In the midst of all the grand things God is doing at the beginning of the Gospel of Luke, there is something much smaller going on. In the midst of the story of God playing out in human history and the incense of the Temple in Jerusalem with Zechariah, there is a woman standing in shadows of shame and her name is Elizabeth.
Sometimes we wonder if as human beings we are mere cogs in the universe. Even if we believe in God, we may wonder if we are simply hidden, unnoticed beings before the divine majesty. I think it precisely in moments like this that the words of Luke 1:23-25 are for us:
Listen to the last verses of today’s passage:
And when Zechariah’s time of service was ended, he went to his home. After these days his wife Elizabeth conceived, and for five months she kept herself hidden, saying, “Thus the Lord has done for me in the days when he looked on me, to take away my reproach among people.”

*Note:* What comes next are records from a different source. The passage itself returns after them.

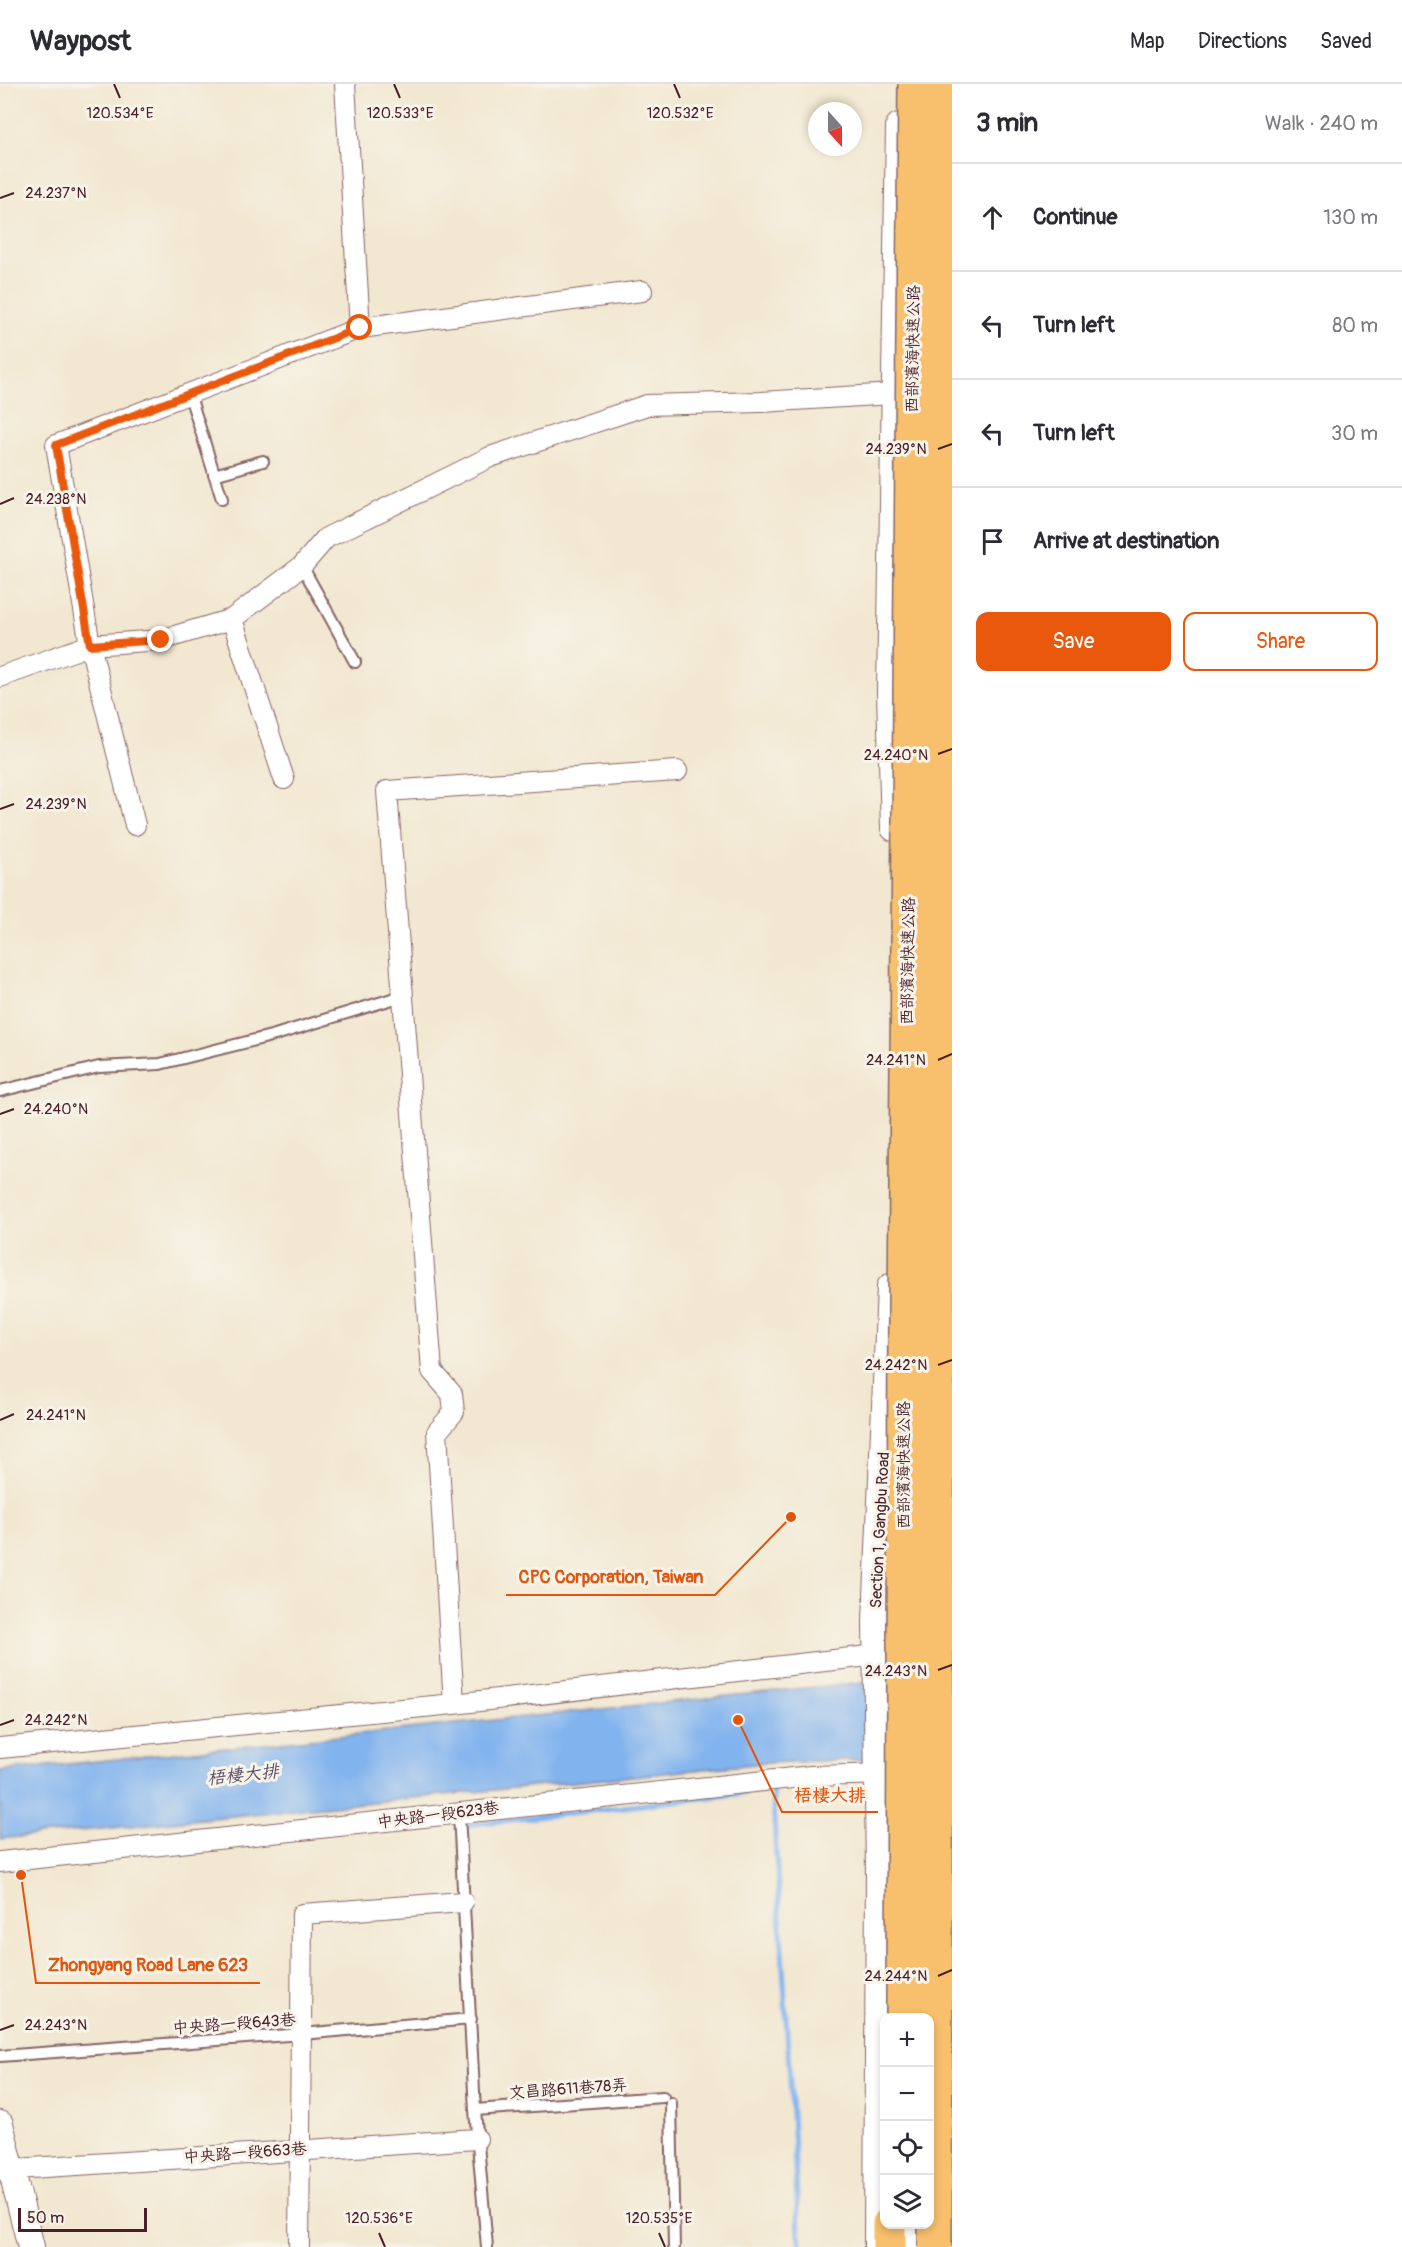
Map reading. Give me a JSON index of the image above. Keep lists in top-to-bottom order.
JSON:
{
  "streets": {
    "highway": ["西部濱海快速公路"],
    "street": ["Section 1, Gangbu Road", "中央路一段623巷", "中央路一段663巷"],
    "lane": ["中央路一段643巷", "文昌路611巷78弄"]
  },
  "crossings": [
    ["Section 1, Gangbu Road", "中央路一段623巷"]
  ],
  "water": ["梧棲大排"],
  "places": ["CPC Corporation, Taiwan", "梧棲大排", "Zhongyang Road Lane 623"],
  "scale_bar": "50 m",
  "north": "bottom",
  "page": {
    "header": "Waypost",
    "nav": ["Map", "Directions", "Saved"],
    "heading": ["3 min", "Walk · 240 m"],
    "list": [
      ["Continue", "130 m"],
      ["Turn left", "80 m"],
      ["Turn left", "30 m"],
      "Arrive at destination"
    ],
    "buttons": ["Save", "Share"],
    "map_buttons": ["+", "−"],
    "scale": "50 m"
  },
  "coordinates": [
    "120.534°E",
    "120.533°E",
    "120.532°E",
    "24.237°N",
    "24.239°N",
    "24.238°N",
    "24.240°N",
    "24.241°N",
    "24.242°N",
    "24.243°N",
    "24.244°N",
    "120.536°E",
    "120.535°E"
  ]
}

I love this because in the midst of all God is working out in cosmos through Jesus Messiah, there is still a message of salvation that is so relationally personal.
Elizabeth, who was last described by her barrenness (Luke 1:7), now experiences a work of God that is personal and transformational. She declares aloud: “The Lord has done this for me…In these days He has shown His favor and taken away my disgrace among the people.”

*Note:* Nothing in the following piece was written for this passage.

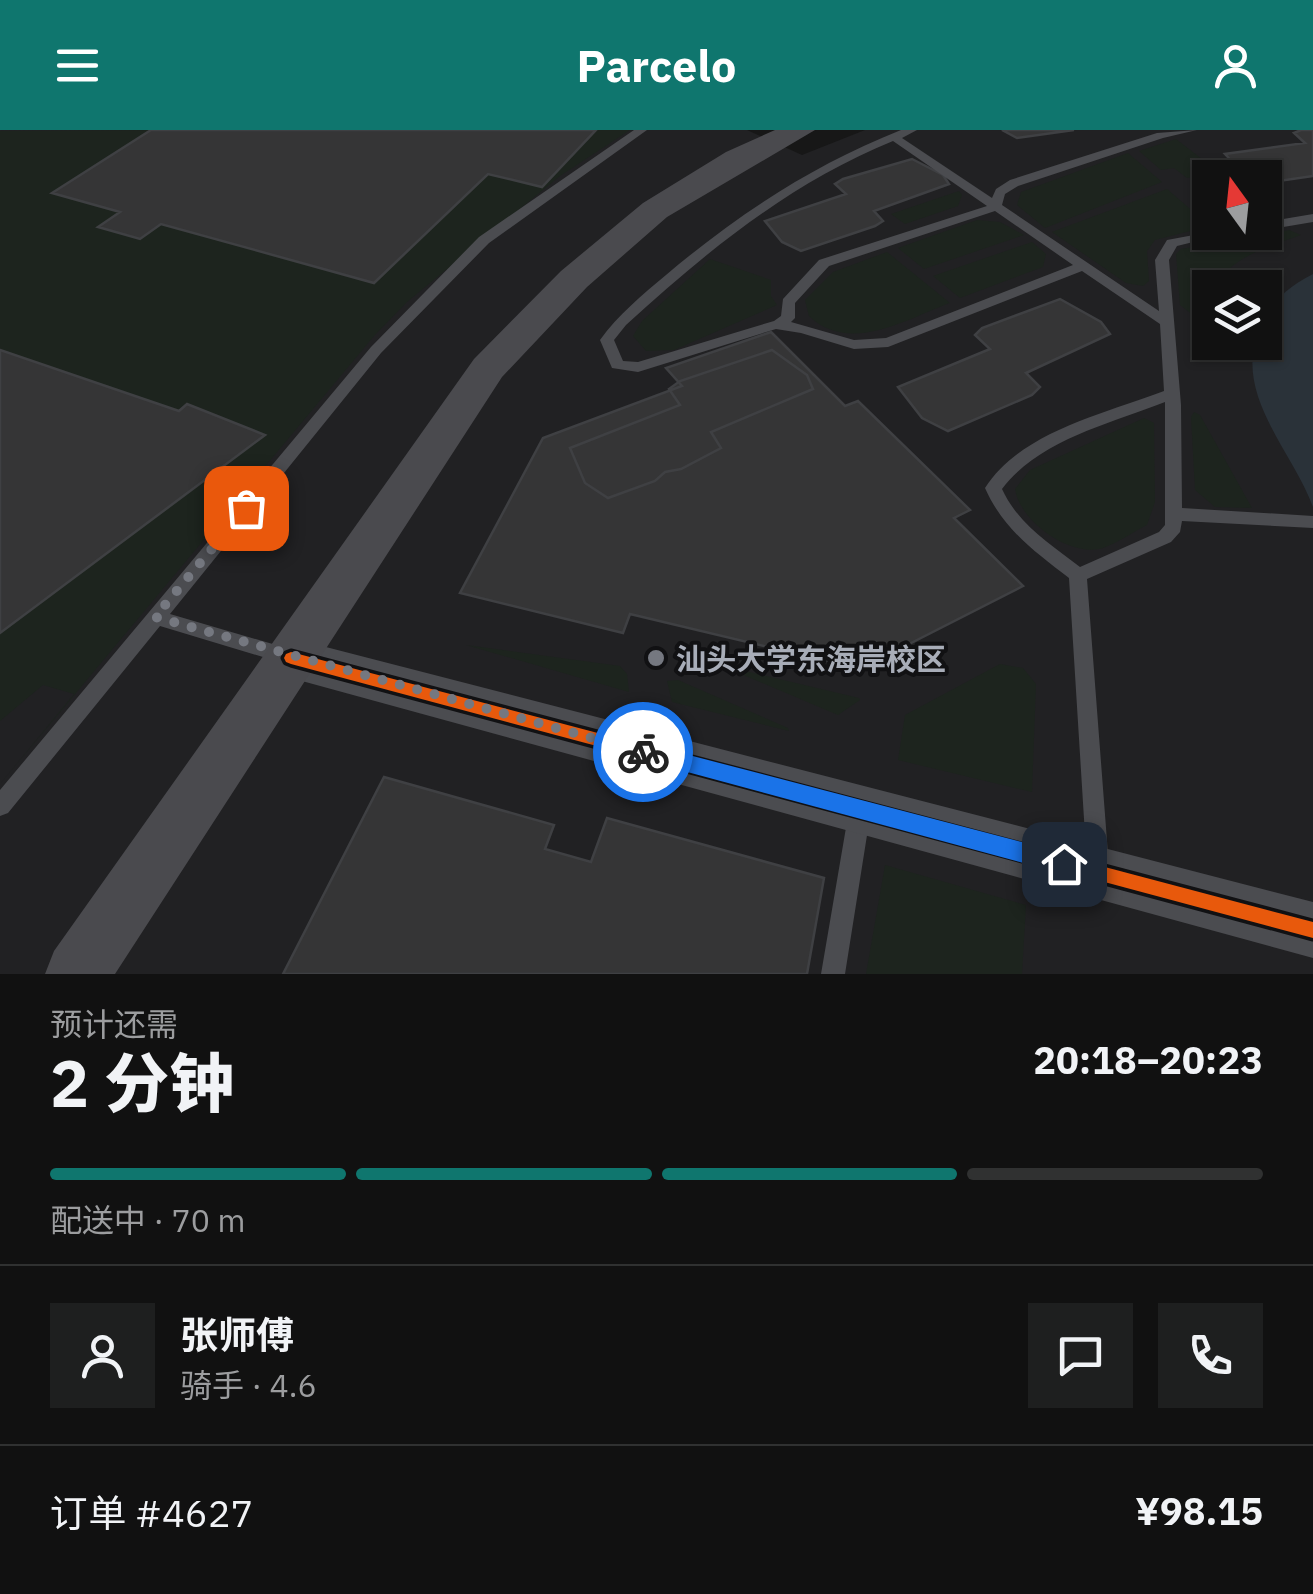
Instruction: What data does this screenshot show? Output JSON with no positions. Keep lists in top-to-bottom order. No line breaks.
{"places":["汕头大学东海岸校区"],"north":"top","page":{"header":"Parcelo","heading":["2 分钟","预计还需","20:18–20:23"],"panel":["张师傅","骑手 · 4.6","订单 #4627","¥98.15"],"bar":"配送中 · 70 m"}}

She knows that God has done this for her. A good theologian might want to correct Elizabeth by reminding her of the bigger thing God is doing in the world and for salvation. Yet here we encounter an important truth: God’s grand story always involves our personal story.
God is not so great that He forgets about us; in fact, He is so great that He remembers us.
Elizabeth’s childless years – the years of mourning have been changed. She has a child. It is a miracle child that promises something great for Israel and all the nations of the earth…
But this child speaks to Elizabeth that even for her, God is bringing a promise:
a promise of hope, of change, of new beginning.
As it says in Psalm 30:
“Lord my God, I called to you for help,
and you healed me….
You turned my wailing into dancing;
you removed my sackcloth & clothed me with joy,
that my heart may sing your praises and not be silent.
Lord my God, I will praise you forever.”
(Psalm 30:2, 11, 12)
So, for those of standing in the shadows of shame like Elizabeth, the work of God in Jesus Christ is also a personal, relational, and transformational. God is doing something new in Jesus now…for us.
[This is an excerpt from my message “Promise” as part of our series on the Gospel of Luke.]